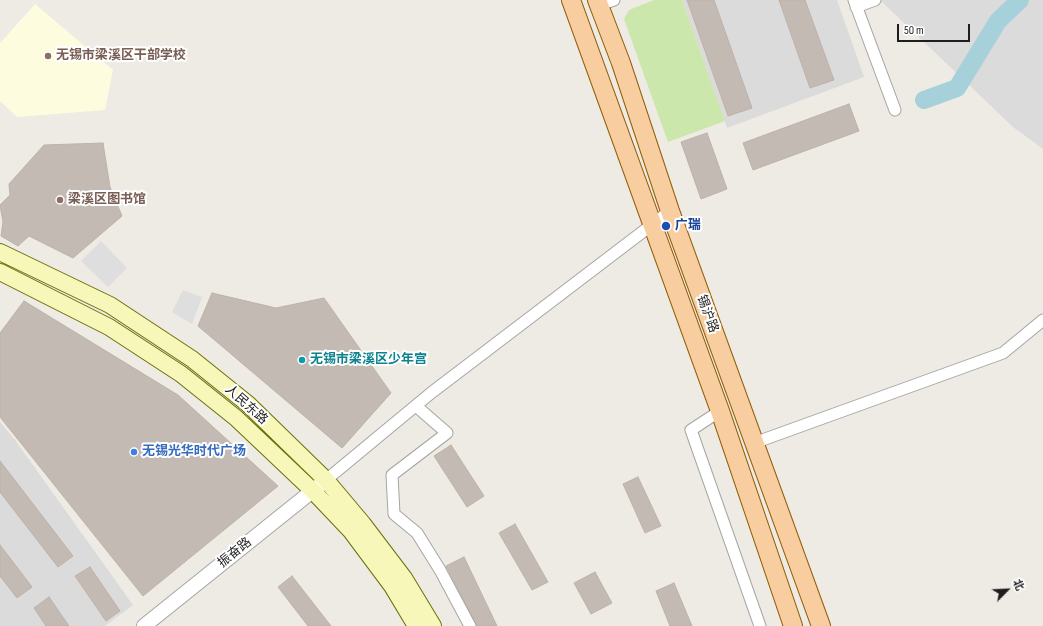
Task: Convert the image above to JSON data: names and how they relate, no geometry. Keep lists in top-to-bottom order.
{
  "streets": {
    "main road": ["锡沪路", "人民东路"],
    "street": ["振奋路"]
  },
  "crossings": [
    ["人民东路", "振奋路"]
  ],
  "places": [
    "无锡市梁溪区干部学校",
    "梁溪区图书馆",
    "广瑞",
    "无锡市梁溪区少年宫",
    "无锡光华时代广场"
  ],
  "scale_bar": "50 m",
  "north": "top right"
}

Task details: Quote every record above exactly, leaving out any pictures.

Answer:
Task: Convert the image above to JSON data: names and how they relate, no geometry. Keep lists in top-to-bottom order.
{
  "streets": {
    "main road": ["锡沪路", "人民东路"],
    "street": ["振奋路"]
  },
  "crossings": [
    ["人民东路", "振奋路"]
  ],
  "places": [
    "无锡市梁溪区干部学校",
    "梁溪区图书馆",
    "广瑞",
    "无锡市梁溪区少年宫",
    "无锡光华时代广场"
  ],
  "scale_bar": "50 m",
  "north": "top right"
}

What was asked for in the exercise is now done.